The SEC and CFTC have jointly declared that most cryptocurrency assets are not securities, ending over a decade of regulatory ambiguity in the United States.
On March 17, 2026, the Securities and Exchange Commission and the Commodity Futures Trading Commission issued a formal joint interpretation clarifying how federal securities laws apply to digital assets. The guidance sorts crypto assets into five categories: digital commodities, digital collectibles, digital tools, stablecoins, and digital securities. The first three categories are explicitly deemed non-securities.
SEC Chair Paul Atkins stated the interpretation provides a "clear understanding of how the Commission treats crypto assets." CFTC Chair Michael Selig called it "clear and rational rules of the road" for American innovators. Atkins also announced plans for Reg Crypto, a proposed safe harbor for token issuers.

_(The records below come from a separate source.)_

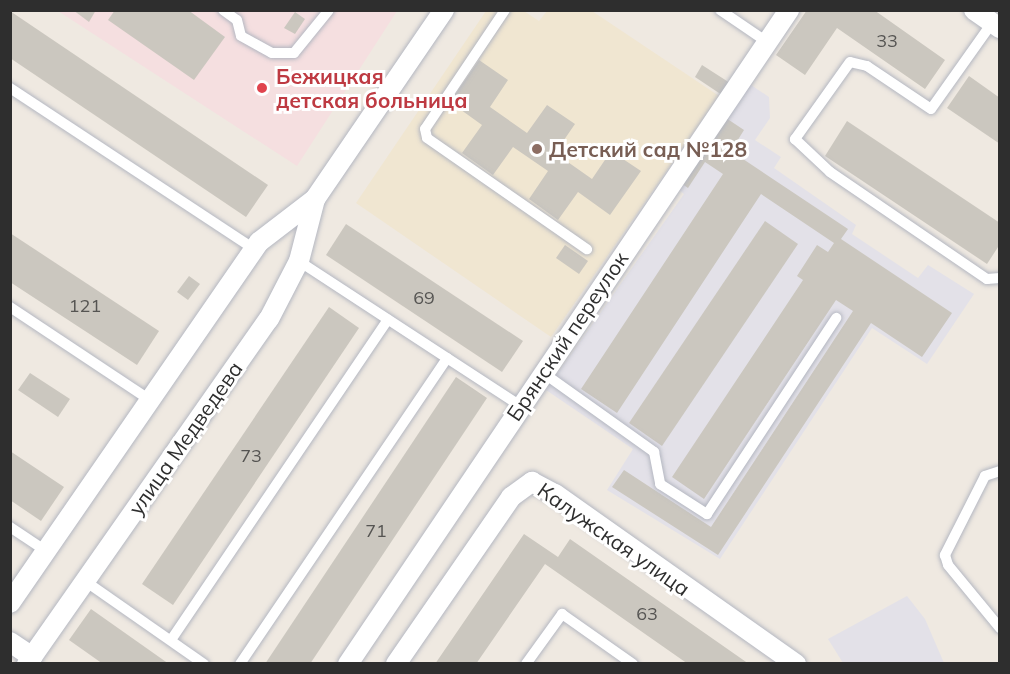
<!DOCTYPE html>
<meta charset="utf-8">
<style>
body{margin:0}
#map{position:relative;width:1010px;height:674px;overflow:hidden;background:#efe9e1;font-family:Mulish,sans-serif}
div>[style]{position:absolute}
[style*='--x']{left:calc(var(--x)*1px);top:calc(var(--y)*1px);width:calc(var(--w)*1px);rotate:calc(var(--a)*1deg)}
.industrial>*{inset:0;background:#e3e1e8}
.education>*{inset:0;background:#f0e6d1}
.medical>*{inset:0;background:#f5dfe0}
.building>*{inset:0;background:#cbc7bf}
.roads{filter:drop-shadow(0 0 2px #b4b7c1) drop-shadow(0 0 2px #b4b7c1)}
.service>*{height:10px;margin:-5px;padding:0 5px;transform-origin:5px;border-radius:5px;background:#fff}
.minor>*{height:20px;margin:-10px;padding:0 10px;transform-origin:10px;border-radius:10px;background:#fff}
.dots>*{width:16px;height:16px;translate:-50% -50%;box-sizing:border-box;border:3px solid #fff;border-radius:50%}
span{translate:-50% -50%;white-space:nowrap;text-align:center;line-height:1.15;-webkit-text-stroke:6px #fff;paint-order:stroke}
.number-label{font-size:18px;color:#555452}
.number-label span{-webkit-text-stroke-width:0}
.health-label{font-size:21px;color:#be3a42;font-weight:700}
.left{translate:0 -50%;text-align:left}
.education-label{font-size:21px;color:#785e54;font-weight:700}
.street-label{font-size:21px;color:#2e2e2e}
.frame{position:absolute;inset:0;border:12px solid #2e2e2e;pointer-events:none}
</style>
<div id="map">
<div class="industrial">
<div style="clip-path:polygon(748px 83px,769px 97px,770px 118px,755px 140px,781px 157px,774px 168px,856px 225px,852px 234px,918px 278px,928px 265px,974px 294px,927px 364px,872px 328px,720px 559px,607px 490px,633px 449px,546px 390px,684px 194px,673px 185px)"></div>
<div style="clip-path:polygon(907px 596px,925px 619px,944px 663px,843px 663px,828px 639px)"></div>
</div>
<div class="education">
<div style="clip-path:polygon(486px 11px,524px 11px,539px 21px,547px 11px,592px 11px,719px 96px,551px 337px,356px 203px)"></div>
</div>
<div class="medical">
<div style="clip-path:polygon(58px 11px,397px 11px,297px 166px)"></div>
</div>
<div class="building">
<div style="clip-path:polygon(73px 10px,96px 10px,89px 22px)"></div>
<div style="clip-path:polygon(115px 10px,188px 10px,225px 37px,194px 80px,108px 20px)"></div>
<div style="clip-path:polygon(807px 10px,874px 10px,945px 60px,925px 89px,837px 28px,805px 75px,776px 55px)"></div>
<div style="clip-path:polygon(10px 11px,268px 185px,246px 217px,10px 58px)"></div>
<div style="clip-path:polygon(295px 12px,305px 19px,295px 34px,284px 28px)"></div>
<div style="clip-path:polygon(479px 60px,508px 80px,490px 107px,527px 133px,547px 105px,575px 124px,555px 153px,592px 179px,611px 151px,641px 171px,610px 215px,578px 192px,558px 220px,529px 199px,548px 171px,513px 147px,493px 175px,462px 153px,482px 125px,450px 102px)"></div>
<div style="clip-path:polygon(702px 65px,730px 83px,722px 95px,695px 77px)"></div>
<div style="clip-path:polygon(969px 76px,1000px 98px,1000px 144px,947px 108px)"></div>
<div style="clip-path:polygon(726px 118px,744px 130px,731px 151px,848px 229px,841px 239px,952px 313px,922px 357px,871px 323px,718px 555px,612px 487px,624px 470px,711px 527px,853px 311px,836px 300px,704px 499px,672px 477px,803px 280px,797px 276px,817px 245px,828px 252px,834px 243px,761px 194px,617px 413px,581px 389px,723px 174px,705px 162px,688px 188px,678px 181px)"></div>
<div style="clip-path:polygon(847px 121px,1000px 223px,1000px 244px,987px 264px,825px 156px)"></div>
<div style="clip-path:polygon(765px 221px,798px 244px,662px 446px,629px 423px)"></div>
<div style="clip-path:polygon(346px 224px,523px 341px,502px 372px,326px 255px)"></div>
<div style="clip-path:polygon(10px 233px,159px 331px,137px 365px,10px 282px)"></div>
<div style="clip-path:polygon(565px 245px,588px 261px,579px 274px,556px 258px)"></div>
<div style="clip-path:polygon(189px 276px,200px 284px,188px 300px,177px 292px)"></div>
<div style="clip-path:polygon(329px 307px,359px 328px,173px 605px,142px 584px)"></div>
<div style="clip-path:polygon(30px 373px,70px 399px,58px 417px,18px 390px)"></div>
<div style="clip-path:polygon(456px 377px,487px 398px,310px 664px,265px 664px)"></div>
<div style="clip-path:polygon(10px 451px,64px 487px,41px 521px,10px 500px)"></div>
<div style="clip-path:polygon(524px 534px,558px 557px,570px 539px,749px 664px,688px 664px,545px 564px,476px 664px,435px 664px)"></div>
<div style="clip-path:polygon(91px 609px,169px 664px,103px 664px,69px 640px)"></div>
</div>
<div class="roads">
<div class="service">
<div style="--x:223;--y:10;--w:17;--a:36"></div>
<div style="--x:237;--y:20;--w:16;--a:76"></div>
<div style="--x:241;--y:36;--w:35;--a:29"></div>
<div style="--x:272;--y:53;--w:22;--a:0"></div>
<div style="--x:294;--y:53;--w:55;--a:-50.9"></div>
<div style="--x:505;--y:10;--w:143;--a:123.9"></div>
<div style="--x:425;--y:129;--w:9;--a:77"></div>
<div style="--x:427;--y:138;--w:195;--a:34.8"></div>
<div style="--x:720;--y:10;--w:57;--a:34.2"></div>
<div style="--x:992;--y:23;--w:105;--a:125.3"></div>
<div style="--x:931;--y:109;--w:77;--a:-146.1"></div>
<div style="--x:867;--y:66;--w:17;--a:-167"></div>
<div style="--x:850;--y:62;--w:95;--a:125.5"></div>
<div style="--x:795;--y:139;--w:48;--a:43.3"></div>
<div style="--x:830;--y:172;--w:190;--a:34.3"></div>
<div style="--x:987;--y:279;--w:13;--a:-4"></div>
<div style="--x:10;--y:88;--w:292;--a:33.4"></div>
<div style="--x:10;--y:307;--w:168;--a:33.6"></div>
<div style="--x:447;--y:358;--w:86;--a:33.1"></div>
<div style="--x:542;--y:372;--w:138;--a:35.5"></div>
<div style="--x:654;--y:452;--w:33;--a:79"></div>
<div style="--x:660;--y:484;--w:56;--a:32.6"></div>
<div style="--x:707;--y:514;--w:235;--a:-56.6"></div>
<div style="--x:1000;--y:471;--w:16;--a:162"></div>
<div style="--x:985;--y:476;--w:89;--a:116.9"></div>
<div style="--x:945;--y:555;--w:10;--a:73"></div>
<div style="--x:948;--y:565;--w:82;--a:50.5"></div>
<div style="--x:10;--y:527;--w:43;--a:33.7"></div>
<div style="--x:85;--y:581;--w:145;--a:34.9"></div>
<div style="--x:171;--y:640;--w:387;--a:-55.9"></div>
<div style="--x:240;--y:664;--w:369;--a:-55.9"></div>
<div style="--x:447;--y:358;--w:177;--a:-146.8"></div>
<div style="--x:526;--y:664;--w:62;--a:-54.2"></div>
<div style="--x:562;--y:614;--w:87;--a:35.2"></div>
</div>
<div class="minor">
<div style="--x:974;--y:10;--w:32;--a:35"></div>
<div style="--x:10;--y:603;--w:439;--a:-55.4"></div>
<div style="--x:259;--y:242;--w:71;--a:-37.5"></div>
<div style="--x:10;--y:642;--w:27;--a:34"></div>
<div style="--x:27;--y:664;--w:421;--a:-55"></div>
<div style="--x:269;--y:319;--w:65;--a:-62.7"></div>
<div style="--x:299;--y:261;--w:64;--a:-75.5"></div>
<div style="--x:315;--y:199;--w:229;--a:-55.7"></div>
<div style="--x:348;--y:664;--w:789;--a:-56.01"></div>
<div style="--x:396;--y:664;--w:203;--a:-55.4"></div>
<div style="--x:511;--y:497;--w:26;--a:-36"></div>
<div style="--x:532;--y:482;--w:26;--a:28"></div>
<div style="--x:555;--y:494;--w:295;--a:35.2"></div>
</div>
</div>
<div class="dots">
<div style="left:262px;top:88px;background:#e0444e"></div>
<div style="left:537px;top:149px;background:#8d6e63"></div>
</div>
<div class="number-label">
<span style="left:887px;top:41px">33</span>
<span style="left:424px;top:298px">69</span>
<span style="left:85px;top:306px">121</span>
<span style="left:251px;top:456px">73</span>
<span style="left:376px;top:531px">71</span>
<span style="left:647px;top:614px">63</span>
</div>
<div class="health-label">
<span class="left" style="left:276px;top:88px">Бежицкая<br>детская больница</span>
</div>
<div class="education-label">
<span class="left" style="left:549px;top:149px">Детский сад №128</span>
</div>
<div class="street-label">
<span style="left:567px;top:336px;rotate:-56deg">Брянский переулок</span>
<span style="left:185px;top:438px;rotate:-55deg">улица Медведева</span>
<span style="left:614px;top:539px;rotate:35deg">Калужская улица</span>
</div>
<div class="frame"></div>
</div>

The ruling resolves one of crypto's longest-running regulatory debates. Under the new interpretation, the Howey test still applies, but the SEC clarified that tokens can separate from investment contract status once "buyers can no longer reasonably expect profits from the issuer's promised managerial efforts." This creates exit pathways for projects that decentralize over time.
The guidance also confirms that mining, staking, airdrops, and wrapped tokens are generally not securities offerings under specific conditions. For stablecoins, payment-focused tokens from permitted issuers are classified as non-securities, while others will be evaluated case by case.
The joint guidance is an interpretation, not legislation. The broader market-structure bill, the CLARITY Act, is still pending in the Senate. Bipartisan support exists, but stablecoin provisions have slowed progress. If Congress passes the CLARITY Act in Q2 2026, it would codify many of these principles into law and further accelerate institutional adoption.
This joint SEC-CFTC guidance marks the most significant U.S. crypto regulatory shift in years. While the market has initially responded with measured optimism, the full impact will depend on how quickly exchanges, token issuers, and institutional players adapt to the new framework.